Other way of integration of $(\sin^2 x)$ I was wondering if there is any other way of integrating $(\sin^2 x)$ without using formula of $\cos 2 x$.
Please avoid expansion series in your answers. Thanking in advance.
 A: Here's one way:
\begin{align}
& \int (\sin x) \Big( \sin x\, dx\Big) = \overbrace{\int u\,dv = uv - \int v\,du}^\text{integration by parts} \\[10pt]
= {} & (\sin x)(-\cos x) - \int (-\cos x)\Big(\cos x\,dx\Big) \\[10pt]
= {} & -\sin x\cos x + \int \cos^2 x \,dx \\[10pt]
= {} & -\sin x \cos x + \int (1-\sin^2 x)\,dx \\[10pt]
= {} & -\sin x \cos x + \int 1\,dx - \int \sin^2 x\, dx \\[10pt]
= {} & x - \sin x\cos x - \int \sin^2 x \,dx. 
\end{align}
Thus, letting $\displaystyle I= \int \sin^2 x\,dx$, we have
$$
I = x - \sin x \cos x - I.
$$
Adding $I$ to both sides we get
$$
2I = x - \sin x \cos x + \text{constant}
$$
(since the two $\text{“}I\text{''}$s may differ by a constant).
Then divide both sides by $2$.
$$\S$$
Here's a remark on the definite integral.
\begin{align}
& \int_0^{\pi/2} \sin^2 x\,dx = \int_{\pi/2}^0 (\cos^2 u)\,(-du) \quad \left(\text{where } u = \frac \pi 2 - x\right) \\[10pt]
= {} & \int_0^{\pi/2} (\cos^2 x)\,dx.
\end{align}
But
$$
\int_0^{\pi/2} \sin^2 x\,dx + \int_0^{\pi/2} \cos^2 x\,dx = \int_0^{\pi/2} 1\,dx = \frac \pi 2.
$$
Since the two integrals are equal to each other and their sum is $\dfrac\pi2$, each, must be equal to $\dfrac\pi4$.
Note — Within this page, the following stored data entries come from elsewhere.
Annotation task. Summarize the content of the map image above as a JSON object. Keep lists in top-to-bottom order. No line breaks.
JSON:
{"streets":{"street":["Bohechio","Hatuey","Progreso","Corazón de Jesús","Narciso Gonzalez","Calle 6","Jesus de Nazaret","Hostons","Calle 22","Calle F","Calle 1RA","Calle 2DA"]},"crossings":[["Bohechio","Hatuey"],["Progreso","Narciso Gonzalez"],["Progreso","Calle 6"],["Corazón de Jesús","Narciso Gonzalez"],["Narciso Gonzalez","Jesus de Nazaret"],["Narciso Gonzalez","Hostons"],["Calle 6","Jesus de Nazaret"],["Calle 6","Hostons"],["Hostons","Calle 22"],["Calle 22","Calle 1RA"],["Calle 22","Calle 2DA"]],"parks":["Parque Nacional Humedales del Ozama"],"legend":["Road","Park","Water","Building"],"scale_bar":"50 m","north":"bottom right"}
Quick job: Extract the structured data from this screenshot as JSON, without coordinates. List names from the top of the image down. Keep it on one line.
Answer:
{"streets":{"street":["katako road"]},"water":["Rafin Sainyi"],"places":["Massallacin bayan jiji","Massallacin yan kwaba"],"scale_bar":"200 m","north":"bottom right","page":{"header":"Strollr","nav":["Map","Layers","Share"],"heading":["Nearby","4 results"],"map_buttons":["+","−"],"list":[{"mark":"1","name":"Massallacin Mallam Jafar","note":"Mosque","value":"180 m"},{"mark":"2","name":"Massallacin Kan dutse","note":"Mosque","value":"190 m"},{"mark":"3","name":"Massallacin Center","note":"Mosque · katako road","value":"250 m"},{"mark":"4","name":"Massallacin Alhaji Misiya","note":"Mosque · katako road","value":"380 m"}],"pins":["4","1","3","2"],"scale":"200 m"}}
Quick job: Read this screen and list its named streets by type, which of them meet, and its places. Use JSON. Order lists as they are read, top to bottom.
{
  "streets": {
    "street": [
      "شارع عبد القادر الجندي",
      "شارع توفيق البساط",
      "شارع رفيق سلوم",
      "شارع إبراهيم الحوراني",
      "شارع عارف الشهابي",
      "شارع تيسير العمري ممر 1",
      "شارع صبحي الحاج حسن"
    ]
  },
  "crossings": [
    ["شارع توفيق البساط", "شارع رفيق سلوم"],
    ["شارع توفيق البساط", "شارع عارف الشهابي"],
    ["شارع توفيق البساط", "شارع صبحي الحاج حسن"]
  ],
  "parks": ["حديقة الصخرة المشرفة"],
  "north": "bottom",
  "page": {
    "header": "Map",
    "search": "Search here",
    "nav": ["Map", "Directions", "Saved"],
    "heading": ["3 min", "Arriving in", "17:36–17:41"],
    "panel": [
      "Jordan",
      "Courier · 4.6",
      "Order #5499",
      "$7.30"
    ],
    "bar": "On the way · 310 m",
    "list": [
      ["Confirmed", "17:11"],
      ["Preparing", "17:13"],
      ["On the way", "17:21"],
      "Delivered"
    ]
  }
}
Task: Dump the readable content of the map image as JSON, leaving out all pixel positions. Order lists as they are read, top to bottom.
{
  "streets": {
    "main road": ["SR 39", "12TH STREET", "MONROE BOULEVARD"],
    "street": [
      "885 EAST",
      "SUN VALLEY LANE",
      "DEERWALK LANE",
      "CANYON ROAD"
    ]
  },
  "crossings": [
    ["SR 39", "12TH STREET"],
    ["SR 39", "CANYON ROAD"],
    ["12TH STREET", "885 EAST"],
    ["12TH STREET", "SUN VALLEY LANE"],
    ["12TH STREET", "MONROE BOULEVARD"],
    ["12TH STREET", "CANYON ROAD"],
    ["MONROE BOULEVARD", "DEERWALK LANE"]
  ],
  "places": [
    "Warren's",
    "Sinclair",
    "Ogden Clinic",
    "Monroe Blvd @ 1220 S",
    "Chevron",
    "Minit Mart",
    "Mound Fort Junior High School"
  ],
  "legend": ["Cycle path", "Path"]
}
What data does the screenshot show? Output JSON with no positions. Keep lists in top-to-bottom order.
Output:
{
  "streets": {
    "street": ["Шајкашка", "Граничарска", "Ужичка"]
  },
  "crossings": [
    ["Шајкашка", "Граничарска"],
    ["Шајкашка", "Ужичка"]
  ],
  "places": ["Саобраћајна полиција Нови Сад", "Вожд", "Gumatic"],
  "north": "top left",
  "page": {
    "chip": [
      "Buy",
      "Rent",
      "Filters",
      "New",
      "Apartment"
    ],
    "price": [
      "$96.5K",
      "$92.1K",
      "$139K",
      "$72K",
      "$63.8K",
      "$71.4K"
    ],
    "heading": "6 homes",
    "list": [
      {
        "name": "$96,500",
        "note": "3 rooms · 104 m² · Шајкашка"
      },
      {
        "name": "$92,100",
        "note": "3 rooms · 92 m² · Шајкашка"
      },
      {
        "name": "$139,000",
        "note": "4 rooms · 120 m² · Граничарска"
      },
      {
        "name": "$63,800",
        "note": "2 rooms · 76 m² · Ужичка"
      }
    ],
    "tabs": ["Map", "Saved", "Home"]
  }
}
This is one of the simplest ways of evaluating an integral without ever finding an antiderivative.  Note that one need not find an antiderivative in order to evaluate $\displaystyle\int_0^{\pi/2} 1\,dx$ since the area under the graph is merely the area of a rectangle.